Sen Onur, Onan Burak, Aydin Unal, Kadirogullari Ersin, Kahraman Zeynep, Basgoze Serdar
Departments of Cardiovascular Surgery, University of Health Sciences Turkey, Istanbul Mehmet Akif Ersoy Thoracic and Cardiovascular Surgery Hospital, Istanbul, Turkey.
Department of Anesthesiology and Reanimation, University of Health Sciences Turkey, Istanbul Mehmet Akif Ersoy Thoracic and Cardiovascular Surgery Hospital, Istanbul, Turkey.
J Card Surg. 2020 Jun;35(6):1267-1274. doi: 10.1111/jocs.14575. Epub 2020 Apr 30.
This study assessed the feasibility and outcomes of performing robotic cardiac surgery without lung isolation using single-lumen (SL) endotracheal tube intubation.
Between 2013 and 2017, 132 patients underwent robotically-assisted atrial septal defect closure. A retrospective analysis was performed of 23 patients (11 males, mean age 30.9 ± 5 years) who underwent robotic surgery with double-lumen (DL) endotracheal tube intubation (group 1) compared with 109 patients (57 males, mean age 32.4 ± 7.5 years) undergoing the same procedure with SL endotracheal intubation (group 2). The patient groups were compared in terms of demographic characteristics, operative data, and complications. The technical feasibility of the robotic procedure without lung isolation was evaluated.

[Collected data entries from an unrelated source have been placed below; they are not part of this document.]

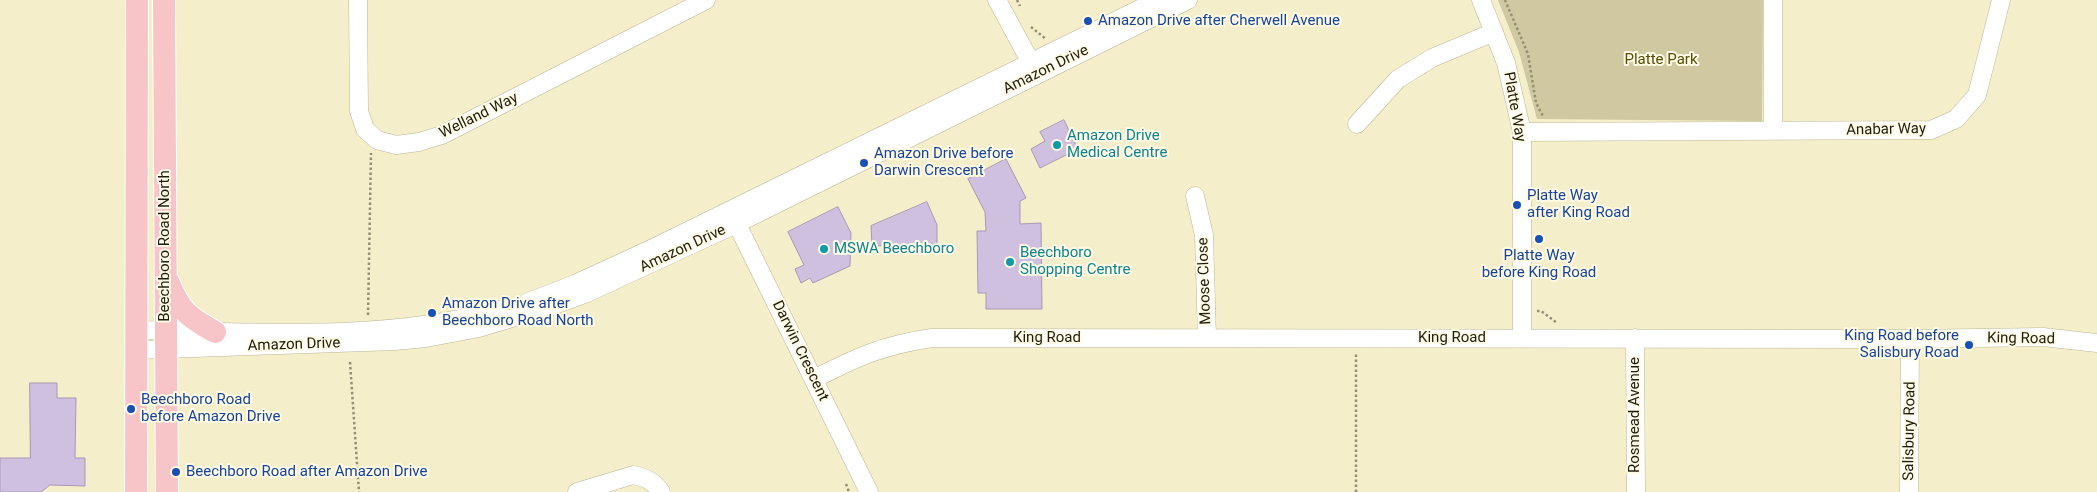 <!DOCTYPE html>
<style>
body{margin:0}
canvas{display:block;background:#f5eeca}
</style>
<canvas width="2097" height="492"></canvas>
<script>
const ctx = document.querySelector('canvas').getContext('2d');
ctx.lineJoin = 'round';
function fill(path, color) { ctx.fillStyle = color; ctx.fill(path, 'evenodd'); }
function stroke(path, color, width, dash) { ctx.strokeStyle = color; ctx.lineWidth = width; ctx.lineCap = dash ? 'butt' : 'round'; ctx.setLineDash(dash || []); ctx.stroke(path); }
function write(font, color, halo, rows, align = 'center') {
  ctx.font = font + ' Roboto,sans-serif'; ctx.lineWidth = 4; ctx.setLineDash([]); ctx.textBaseline = 'middle'; ctx.strokeStyle = halo; ctx.fillStyle = color; for (const [text, x, y, turn = 0] of rows) {
    ctx.save(); ctx.translate(x, y); ctx.rotate((+turn || 0) * Math.PI / 180); ctx.textAlign = isNaN(turn) ? turn : align; if (halo) ctx.strokeText(text, 0, 0); ctx.fillText(text, 0, 0); ctx.restore();
  }
}
const green = new Path2D(`
 M 1498,0 L 1763,0 L 1762,121 L 1537,119 L 1519,52 Z`);
const building = new Path2D(`
 M 1064,120 L 1078,149 L 1040,168 L 1031,149 L 1045,141 L 1040,132 Z
 M 1006,159 L 1026,198 L 1020,201 L 1020,224 L 1041,223 L 1042,309 L 986,309 L 986,293 L 978,293 L 977,231 L 986,231 L 985,212 L 968,179 Z
 M 927,202 L 937,225 L 937,244 L 872,246 L 871,226 Z
 M 838,207 L 851,233 L 850,266 L 813,283 L 810,278 L 801,283 L 795,269 L 804,265 L 788,232 Z
 M 30,383 L 57,383 L 57,398 L 76,398 L 75,458 L 85,458 L 85,486 L 50,485 L 41,492 L 0,492 L 0,458 L 30,458 Z`);
const path = new Path2D(`
 M 1017,0 L 1020,6
 M 1505,0 L 1528,54 L 1536,103 L 1543,116
 M 1031,27 L 1046,39
 M 1537,311 L 1541,311 L 1557,323
 M 368,315 L 371,153
 M 350,362 L 359,492
 M 846,484 L 849,492
 M 1356,492 L 1356,354`);
const minor = new Path2D(`
 M 358,0 L 359,111 L 365,129 L 377,140 L 396,145 L 419,142 L 442,135 L 706,0
 M 997,0 L 1036,72
 M 1481,0 L 1506,63 L 1522,132 L 1522,338
 M 1773,0 L 1773,131
 M 1357,124 L 1398,79 L 1432,58 L 1494,32
 M 1522,132 L 1931,130 L 1956,119 L 1977,95 L 2001,0
 M 1195,196 L 1204,235 L 1207,338
 M 731,212 L 869,492
 M 528,302 L 575,284 L 647,251 L 1158,0
 M 136,330 C 253,332 384,342 498,310
 M 1635,338 L 1636,492
 M 136,350 L 395,341 L 426,338 L 479,328 L 546,308 L 587,293 L 736,224 L 1188,0
 M 814,379 C 857,357 883,345 932,338 L 1910,339 L 2043,337 L 2097,343
 M 577,492 L 633,475 C 645,477 654,481 661,492
 M 1909,492 L 1910,339`);
const major = new Path2D(`
 M 164,0 L 167,492
 M 168,281 C 180,311 188,317 215,332
 M 136,492 L 137,0`);
const markers = [
 [1088,21,5,"#1a4fb4"],
 [1057,145,5,"#0f9aa8"],
 [864,163,5,"#1a4fb4"],
 [1517,205,5,"#1a4fb4"],
 [1539,239,5,"#1a4fb4"],
 [824,249,5,"#0f9aa8"],
 [1010,262,5,"#0f9aa8"],
 [432,313,5,"#1a4fb4"],
 [1969,345,5,"#1a4fb4"],
 [131,409,5,"#1a4fb4"],
 [176,472,5,"#1a4fb4"]
];
const transitNames = [
 ["Amazon Drive after Cherwell Avenue",1098,21],
 ["Amazon Drive before",874,154],
 ["Darwin Crescent",874,171],
 ["Platte Way",1527,196],
 ["after King Road",1527,213],
 ["Platte Way",1539,256,"center"],
 ["before King Road",1539,273,"center"],
 ["Amazon Drive after",442,304],
 ["Beechboro Road North",442,321],
 ["King Road before",1959,336,"right"],
 ["Salisbury Road",1959,353,"right"],
 ["Beechboro Road",141,400],
 ["before Amazon Drive",141,417],
 ["Beechboro Road after Amazon Drive",186,472]
];
const parkNames = [
 ["Platte Park",1661,60]
];
const streetNames = [
 ["Amazon Drive",1046,70,-26],
 ["Platte Way",1514,107,80],
 ["Welland Way",479,116,-26],
 ["Anabar Way",1886,130,-1],
 ["Beechboro Road North",165,246,-90],
 ["Amazon Drive",683,249,-25],
 ["Moose Close",1205,281,-92],
 ["King Road",1047,338],
 ["King Road",1452,338],
 ["King Road",2021,339,1],
 ["Amazon Drive",294,345,-2],
 ["Darwin Crescent",800,351,64],
 ["Rosmead Avenue",1635,415,-90],
 ["Salisbury Road",1910,431,-89]
];
const cultureNames = [
 ["Amazon Drive",1067,136],
 ["Medical Centre",1067,153],
 ["MSWA Beechboro",834,249],
 ["Beechboro",1020,253],
 ["Shopping Centre",1020,270]
];
fill(green, '#cfc8a0');
fill(building, '#cfc0df');
stroke(building, '#a798b6', 1);
stroke(minor, '#bdb694', 19);
stroke(major, '#fff', 24);
stroke(path, '#948f75', 2.5, [2.5, 2.5]);
stroke(minor, '#fff', 18);
stroke(major, '#f7c4c7', 22);
for (const [x, y, r, color] of markers) { const dot = new Path2D(); dot.arc(x, y, r, 0, 2 * Math.PI); ctx.fillStyle = color; ctx.fill(dot); stroke(dot, '#fffbe6', 2); }
write('15px', '#164399', '#fffbe6', transitNames, 'left');
write('15px', '#584c06', '#fffbe6', parkNames);
write('15px', '#1f1c0f', '#fffbe6', streetNames);
write('15px', '#0d838f', '#fffbe6', cultureNames, 'left');
</script> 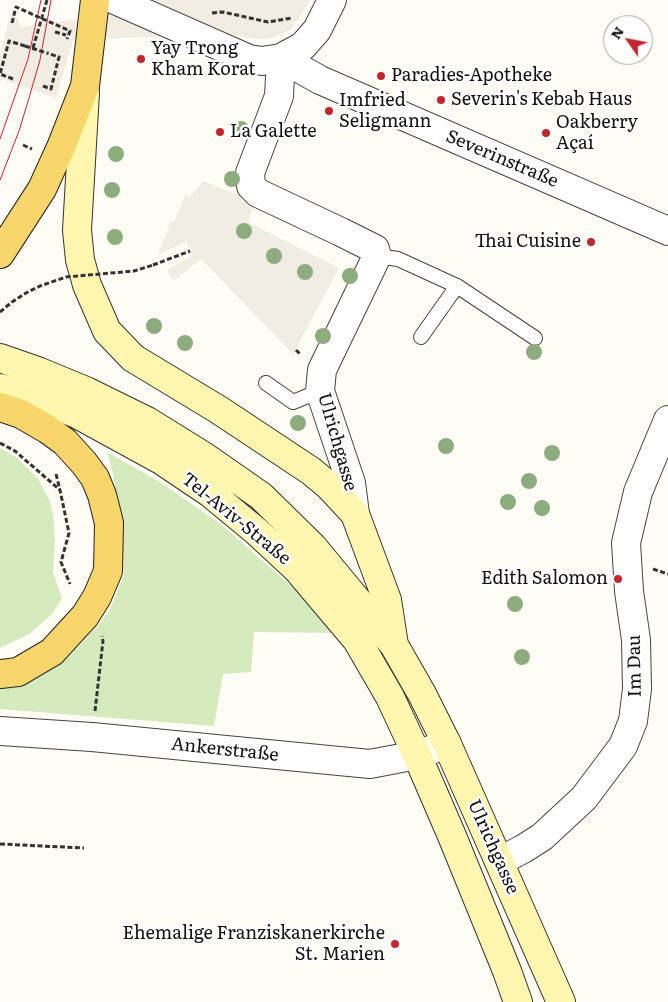 <!DOCTYPE html>
<meta charset="utf-8">
<style>
body{margin:0}
#map{position:relative;width:668px;height:1002px;overflow:hidden;background:#fffdf5;font-family:Literata,serif}
canvas{display:block}
.north{position:absolute;left:603px;top:15px;width:50px;height:50px;box-sizing:border-box;background:#fff;border:1px solid #a0a0a0;border-radius:50%;rotate:303deg;font-size:14px;font-weight:700;line-height:20px;text-align:center;color:#111}
.north::after{content:'';display:block;margin:auto;width:18px;height:22px;background:#c4262e;clip-path:polygon(50% 0,100% 100%,50% 72%,0 100%)}
</style>
<div id="map">
<canvas width="668" height="1002"></canvas>
<div class="north">N</div>
</div>
<script>
const c = document.querySelector('canvas').getContext('2d');
c.lineJoin = 'round';
function paint(path, color) {
  c.fillStyle = color;
  c.fill(path, 'evenodd');
}
function shape(rows) {
  const path = new Path2D();
  for (const r of rows) {
    path.moveTo(r[0], r[1]);
    for (let i = 2; i < r.length; i += 2) path.lineTo(r[i], r[i + 1]);
  }
  return path;
}
function trace(path, color, width, dash) {
  c.strokeStyle = color;
  c.lineWidth = width;
  c.lineCap = dash ? 'butt' : 'round';
  c.setLineDash(dash || []);
  c.stroke(path);
}
function write(font, color, halo, rows, align = 'center') {
  c.font = font + ' Literata,serif';
  c.lineWidth = 5;
  c.setLineDash([]);
  c.textBaseline = 'middle';
  c.strokeStyle = halo;
  c.fillStyle = color;
  for (const [text, x, y, turn = 0] of rows) {
    c.save();
    c.translate(x, y);
    c.rotate((+turn || 0) * Math.PI / 180);
    c.textAlign = isNaN(turn) ? turn : align;
    if (halo) c.strokeText(text, 0, 0);
    c.fillText(text, 0, 0);
    c.restore();
  }
}
paint(shape([
 [0,448,17,458,38,479,49,499,53,514,55,540,53,572,62,598,52,614,29,634,0,648],
 [107,452,160,482,222,525,306,599,332,633,254,632,251,672,223,674,214,726,0,709,0,687,26,685,57,667,78,648,109,612,124,575,121,520,113,473]
]), '#d5ebbd');
paint(shape([
 [153,0,310,0,298,20,290,30,269,39,255,39,226,34,73,40,56,98,0,79,0,54,12,8,21,27,165,7],
 [203,181,255,202,248,222,339,268,293,354,201,259,174,281,166,270,192,256,186,242,158,254,171,221,174,222,185,195,190,197]
]), '#f1ede2');
const lane = shape([
 [377,256,398,259,457,286,535,338],
 [421,337,457,286],
 [266,383,293,402,320,391]
]);
const street = shape([
 [115,0,249,59,262,61,281,58,303,46,317,30,332,0],
 [281,58,279,96,250,173,251,186,258,193,341,232,375,249,377,256,322,370,320,391,351,483,355,514],
 [281,58,320,80,668,231],
 [0,731,92,737,370,764,417,755,447,744],
 [500,861,523,849,542,837,584,798,623,746,633,721,637,689,636,640,629,591,626,543,638,492,668,420]
]);
const secondary = shape([
 [85,93,77,230,80,260,87,285,107,331,133,358,219,410,311,471,329,486,355,514,387,600,394,645],
 [0,358,40,372,86,391,147,421,205,457,261,496,313,547,394,645,422,694,447,744,561,1002],
 [0,388,34,398,77,414,161,460,210,493,256,531,297,569,357,640,390,697,417,755,452,836,507,971,518,1002]
]);
const primary = shape([
 [0,254,42,189,62,145,85,86,95,0],
 [0,407,21,414,47,429,65,442,84,463,95,478,102,495,109,523,108,571,97,597,85,616,52,652,18,672,0,674]
]);
trace(lane, '#444', 16);
trace(street, '#444', 30);
trace(secondary, '#333', 30);
trace(primary, '#222', 30);
trace(shape([
 [212,13,223,12,268,22,292,18],
 [55,32,66,35],
 [33,48,47,0],
 [13,79,0,74,9,41,25,46],
 [43,86,51,89,59,57,47,53],
 [23,145,32,149],
 [153,265,190,251],
 [296,350,301,355],
 [0,443,15,451,60,490,69,533,61,562,70,584],
 [56,474,60,490],
 [653,569,668,574],
 [95,711,103,641,102,636],
 [0,844,84,848]
]), '#333', 3, [5, 2.5]);
trace(lane, '#fff', 14);
trace(street, '#fff', 28);
trace(secondary, '#fff6b0', 28);
trace(primary, '#f9d66b', 28);
trace(shape([
 [0,139,28,59,41,0],
 [0,180,19,131,29,98,40,60,51,0]
]), '#c4262e', 1);
trace(shape([
 [12,23,16,7,70,31,67,39],
 [25,46,47,53],
 [0,312,12,302,26,293,40,286,66,277,134,271,153,265]
]), '#333', 3, [5, 2.5]);
c.fillStyle = '#8dad7f';
for (const [x, y] of [
 [241,129],
 [116,154],
 [232,179],
 [112,190],
 [244,231],
 [115,237],
 [274,256],
 [305,272],
 [350,276],
 [154,326],
 [323,336],
 [185,343],
 [534,352],
 [298,423],
 [446,446],
 [552,453],
 [529,481],
 [508,502],
 [542,508],
 [515,604],
 [522,657]
]) {
  c.beginPath();
  c.arc(x, y, 8, 0, 2 * Math.PI);
  c.fill();
}
for (const [x, y, r, color] of [
 [141,59,5,"#c4262e"],
 [381,76,5,"#c4262e"],
 [441,100,5,"#c4262e"],
 [329,111,5,"#c4262e"],
 [220,132,5,"#c4262e"],
 [546,133,5,"#c4262e"],
 [591,242,5,"#c4262e"],
 [618,579,5,"#c4262e"],
 [395,944,5,"#c4262e"]
]) {
  const dot = new Path2D();
  dot.arc(x, y, r, 0, 2 * Math.PI);
  c.fillStyle = color;
  c.fill(dot);
  trace(dot, '#fff', 2);
}
write('18px', '#111', '#fff', [
 ["Yay Trong",151,49],
 ["Kham Korat",151,70],
 ["Paradies-Apotheke",391,76],
 ["Severin's Kebab Haus",451,100],
 ["Imfried",339,101],
 ["Seligmann",339,122],
 ["Oakberry",556,123],
 ["Açaí",556,144],
 ["La Galette",230,132],
 ["Thai Cuisine",581,242,"right"],
 ["Edith Salomon",608,579,"right"],
 ["Ehemalige Franziskanerkirche",385,934,"right"],
 ["St. Marien",385,955,"right"]
], 'left');
write('18px', '#111', '#fff', [
 ["Severinstraße",502,159,23],
 ["Ulrichgasse",337,442,74],
 ["Tel-Aviv-Straße",236,519,39],
 ["Im Dau",635,666,-91],
 ["Ankerstraße",225,750,6],
 ["Ulrichgasse",493,847,66]
]);
</script>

There were no mortality, intraoperative complication, and conversion. Mean total anesthesia time was significantly decreased in the SL intubation group (238.3 ± 22.4 vs 227.2 ± 21.2 minutes; P = .025). First-pass intubation success was significantly higher in the SL intubation group (17 [73.9%] vs 98 [89.9%] patients; P = .032). Mean ventilation time (10.9 ± 5.3 hours), intensive care unit stay (16.8 ± 10.1 hours), and the length of hospital stay (3.8 ± 1.2 days) was significantly decreased in patients with SL tube (P < .05). Unilateral reexpansion pulmonary edema was observed in five (21.7%) patients with DL tube, whereas no patient with SL tube had this complication.
SL endotracheal tube intubation without lung isolation is a feasible and safe airway alternative in robotic cardiac procedures. This approach resulted in shorter anesthesia time, ventilation time and the length of hospital stay. Port placement and robotic set-up can be uneventfully performed without lung isolation.
本研究评估了使用单腔(SL)气管内插管在不进行肺隔离的情况下实施机器人心脏手术的可行性和结果。
2013年至2017年间,132例患者接受了机器人辅助房间隔缺损封堵术。对23例接受双腔(DL)气管内插管机器人手术的患者(11例男性,平均年龄30.9±5岁)进行回顾性分析(第1组),并与109例接受SL气管内插管相同手术的患者(57例男性,平均年龄32.4±7.5岁)进行比较(第2组)。比较两组患者的人口统计学特征、手术数据和并发症。评估了不进行肺隔离的机器人手术的技术可行性。
无死亡、术中并发症及中转情况。SL插管组的平均总麻醉时间显著缩短(238.3±22.4 vs 227.2±21.2分钟;P = 0.025)。SL插管组的首次插管成功率显著更高(17例[73.9%] vs 98例[89.9%]患者;P = 0.032)。SL导管患者的平均通气时间(10.9±5.3小时)、重症监护病房停留时间(16.8±10.1小时)和住院时间(3.8±1.2天)显著缩短(P < 0.05)。5例(21.7%)DL导管患者出现单侧复张性肺水肿,而SL导管患者无此并发症。
不进行肺隔离的SL气管内插管是机器人心脏手术中一种可行且安全的气道选择。这种方法可缩短麻醉时间、通气时间和住院时间。在不进行肺隔离的情况下,端口放置和机器人设置可顺利进行。